**WORK REQUIRED:** The lines to copy are those holding the string "canvas" in the entries below.

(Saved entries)
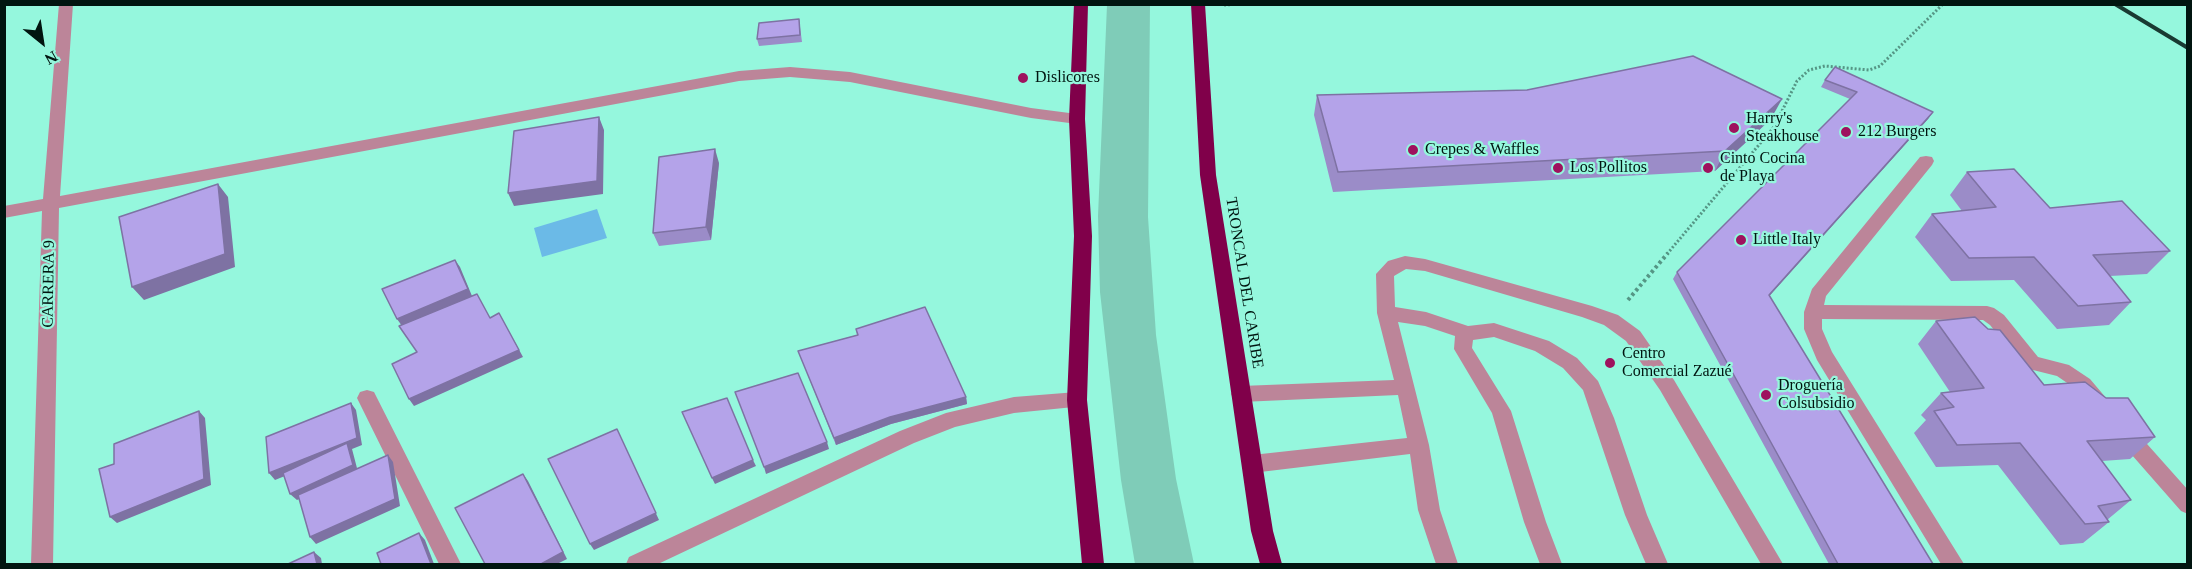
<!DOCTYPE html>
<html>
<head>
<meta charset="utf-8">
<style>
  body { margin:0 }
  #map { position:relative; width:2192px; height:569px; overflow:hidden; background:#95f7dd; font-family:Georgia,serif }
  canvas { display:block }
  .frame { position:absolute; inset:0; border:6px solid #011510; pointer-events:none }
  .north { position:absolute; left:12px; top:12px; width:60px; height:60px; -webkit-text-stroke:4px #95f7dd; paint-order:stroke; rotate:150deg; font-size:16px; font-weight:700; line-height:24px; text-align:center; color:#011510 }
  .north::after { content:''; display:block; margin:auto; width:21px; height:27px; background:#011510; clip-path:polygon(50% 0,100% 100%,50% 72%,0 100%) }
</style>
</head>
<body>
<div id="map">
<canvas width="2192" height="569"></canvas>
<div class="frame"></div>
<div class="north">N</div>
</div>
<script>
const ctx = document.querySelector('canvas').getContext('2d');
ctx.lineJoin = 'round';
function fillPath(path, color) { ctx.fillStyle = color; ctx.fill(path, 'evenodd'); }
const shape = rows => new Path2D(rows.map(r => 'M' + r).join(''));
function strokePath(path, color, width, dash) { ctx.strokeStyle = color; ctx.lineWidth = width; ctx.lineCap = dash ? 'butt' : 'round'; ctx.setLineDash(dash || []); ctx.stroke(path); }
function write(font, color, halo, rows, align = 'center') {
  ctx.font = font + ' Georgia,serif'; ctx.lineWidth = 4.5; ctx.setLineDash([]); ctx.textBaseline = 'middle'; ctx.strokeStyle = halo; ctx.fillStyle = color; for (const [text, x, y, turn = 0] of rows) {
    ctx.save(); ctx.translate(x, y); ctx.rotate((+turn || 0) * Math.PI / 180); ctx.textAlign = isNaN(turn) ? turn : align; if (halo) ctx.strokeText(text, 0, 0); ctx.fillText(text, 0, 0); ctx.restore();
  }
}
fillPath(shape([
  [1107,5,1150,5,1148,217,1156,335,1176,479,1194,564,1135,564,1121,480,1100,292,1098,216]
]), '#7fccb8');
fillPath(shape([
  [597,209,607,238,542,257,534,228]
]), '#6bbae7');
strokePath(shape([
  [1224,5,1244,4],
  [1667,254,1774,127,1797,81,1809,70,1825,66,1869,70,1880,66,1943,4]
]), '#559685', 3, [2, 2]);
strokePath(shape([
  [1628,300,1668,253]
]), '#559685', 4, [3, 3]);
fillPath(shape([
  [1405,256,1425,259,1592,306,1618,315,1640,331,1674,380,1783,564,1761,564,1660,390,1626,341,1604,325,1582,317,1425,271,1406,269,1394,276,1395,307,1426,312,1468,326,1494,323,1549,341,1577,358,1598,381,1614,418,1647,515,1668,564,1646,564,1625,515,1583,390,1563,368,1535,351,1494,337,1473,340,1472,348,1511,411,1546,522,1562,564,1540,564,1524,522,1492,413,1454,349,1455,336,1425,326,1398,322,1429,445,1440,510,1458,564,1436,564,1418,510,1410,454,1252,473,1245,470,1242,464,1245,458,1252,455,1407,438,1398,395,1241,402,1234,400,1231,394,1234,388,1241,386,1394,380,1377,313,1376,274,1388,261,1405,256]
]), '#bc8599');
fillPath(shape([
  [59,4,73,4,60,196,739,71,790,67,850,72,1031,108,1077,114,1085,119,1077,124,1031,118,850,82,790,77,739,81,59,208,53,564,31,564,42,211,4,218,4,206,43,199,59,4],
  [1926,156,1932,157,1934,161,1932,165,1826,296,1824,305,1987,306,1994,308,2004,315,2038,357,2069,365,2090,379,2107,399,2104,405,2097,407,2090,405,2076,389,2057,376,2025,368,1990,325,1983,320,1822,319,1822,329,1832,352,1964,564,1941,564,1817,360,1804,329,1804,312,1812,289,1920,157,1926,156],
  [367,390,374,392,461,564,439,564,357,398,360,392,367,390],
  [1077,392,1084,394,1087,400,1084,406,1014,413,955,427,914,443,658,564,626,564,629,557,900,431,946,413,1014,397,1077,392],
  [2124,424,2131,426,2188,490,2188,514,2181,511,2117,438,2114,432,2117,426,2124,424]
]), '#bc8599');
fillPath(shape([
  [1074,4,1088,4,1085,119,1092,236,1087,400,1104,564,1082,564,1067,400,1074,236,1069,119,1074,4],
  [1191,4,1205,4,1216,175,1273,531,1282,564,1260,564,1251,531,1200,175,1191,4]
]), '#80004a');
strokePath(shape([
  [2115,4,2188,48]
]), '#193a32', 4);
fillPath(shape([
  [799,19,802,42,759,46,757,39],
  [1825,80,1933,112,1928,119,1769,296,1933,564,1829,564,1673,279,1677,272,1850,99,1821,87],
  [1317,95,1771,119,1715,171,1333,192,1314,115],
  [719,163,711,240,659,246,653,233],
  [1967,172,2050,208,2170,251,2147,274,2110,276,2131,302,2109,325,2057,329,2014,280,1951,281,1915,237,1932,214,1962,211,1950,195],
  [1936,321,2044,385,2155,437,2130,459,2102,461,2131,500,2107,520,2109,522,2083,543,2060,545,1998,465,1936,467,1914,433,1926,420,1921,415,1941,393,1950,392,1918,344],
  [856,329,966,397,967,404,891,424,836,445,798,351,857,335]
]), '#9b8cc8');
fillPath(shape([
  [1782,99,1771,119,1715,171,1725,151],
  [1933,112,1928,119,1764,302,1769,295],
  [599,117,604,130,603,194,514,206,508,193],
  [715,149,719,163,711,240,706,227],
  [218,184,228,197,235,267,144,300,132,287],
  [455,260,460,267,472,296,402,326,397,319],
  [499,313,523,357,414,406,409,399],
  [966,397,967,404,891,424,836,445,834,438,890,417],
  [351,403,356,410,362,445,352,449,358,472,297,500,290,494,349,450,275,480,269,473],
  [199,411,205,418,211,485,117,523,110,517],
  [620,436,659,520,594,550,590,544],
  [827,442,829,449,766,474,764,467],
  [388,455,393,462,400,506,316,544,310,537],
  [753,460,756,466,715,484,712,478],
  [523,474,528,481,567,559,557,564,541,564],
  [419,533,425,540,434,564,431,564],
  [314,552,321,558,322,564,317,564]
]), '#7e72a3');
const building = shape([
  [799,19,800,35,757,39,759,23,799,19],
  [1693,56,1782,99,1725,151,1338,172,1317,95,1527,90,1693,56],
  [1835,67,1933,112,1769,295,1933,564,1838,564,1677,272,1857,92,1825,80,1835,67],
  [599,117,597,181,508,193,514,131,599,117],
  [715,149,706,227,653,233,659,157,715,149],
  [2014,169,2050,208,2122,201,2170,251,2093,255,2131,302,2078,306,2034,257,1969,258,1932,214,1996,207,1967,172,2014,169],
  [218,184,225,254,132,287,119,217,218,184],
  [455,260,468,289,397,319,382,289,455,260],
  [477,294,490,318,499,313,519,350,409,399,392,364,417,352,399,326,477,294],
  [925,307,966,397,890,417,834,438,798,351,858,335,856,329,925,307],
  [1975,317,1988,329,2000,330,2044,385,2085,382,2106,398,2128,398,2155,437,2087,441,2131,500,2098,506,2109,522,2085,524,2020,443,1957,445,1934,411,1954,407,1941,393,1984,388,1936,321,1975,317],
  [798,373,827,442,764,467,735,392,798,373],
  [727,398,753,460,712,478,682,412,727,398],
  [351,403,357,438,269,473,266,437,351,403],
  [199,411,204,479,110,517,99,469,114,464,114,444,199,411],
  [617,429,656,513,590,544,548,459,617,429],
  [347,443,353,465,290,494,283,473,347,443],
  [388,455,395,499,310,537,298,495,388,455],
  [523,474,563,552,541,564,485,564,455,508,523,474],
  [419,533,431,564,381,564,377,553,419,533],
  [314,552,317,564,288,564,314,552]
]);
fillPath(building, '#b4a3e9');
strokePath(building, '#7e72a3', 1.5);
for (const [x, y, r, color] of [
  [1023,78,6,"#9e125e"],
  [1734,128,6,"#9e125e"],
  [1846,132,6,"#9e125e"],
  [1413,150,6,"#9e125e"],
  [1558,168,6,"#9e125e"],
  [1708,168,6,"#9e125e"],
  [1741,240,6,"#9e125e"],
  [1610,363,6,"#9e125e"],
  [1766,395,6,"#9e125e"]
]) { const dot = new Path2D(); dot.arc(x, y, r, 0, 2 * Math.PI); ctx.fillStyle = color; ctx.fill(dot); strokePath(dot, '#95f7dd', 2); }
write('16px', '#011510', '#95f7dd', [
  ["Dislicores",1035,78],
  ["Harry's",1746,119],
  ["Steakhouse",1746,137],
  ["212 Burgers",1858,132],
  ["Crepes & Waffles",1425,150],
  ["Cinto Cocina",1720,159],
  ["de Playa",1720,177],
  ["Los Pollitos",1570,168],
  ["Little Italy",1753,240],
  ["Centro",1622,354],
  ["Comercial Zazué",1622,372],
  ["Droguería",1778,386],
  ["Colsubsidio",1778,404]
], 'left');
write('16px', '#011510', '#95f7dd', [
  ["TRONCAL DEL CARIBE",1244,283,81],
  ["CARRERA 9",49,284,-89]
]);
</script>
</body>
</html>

**REPLY:**
  canvas { display:block }
<canvas width="2192" height="569"></canvas>
const ctx = document.querySelector('canvas').getContext('2d');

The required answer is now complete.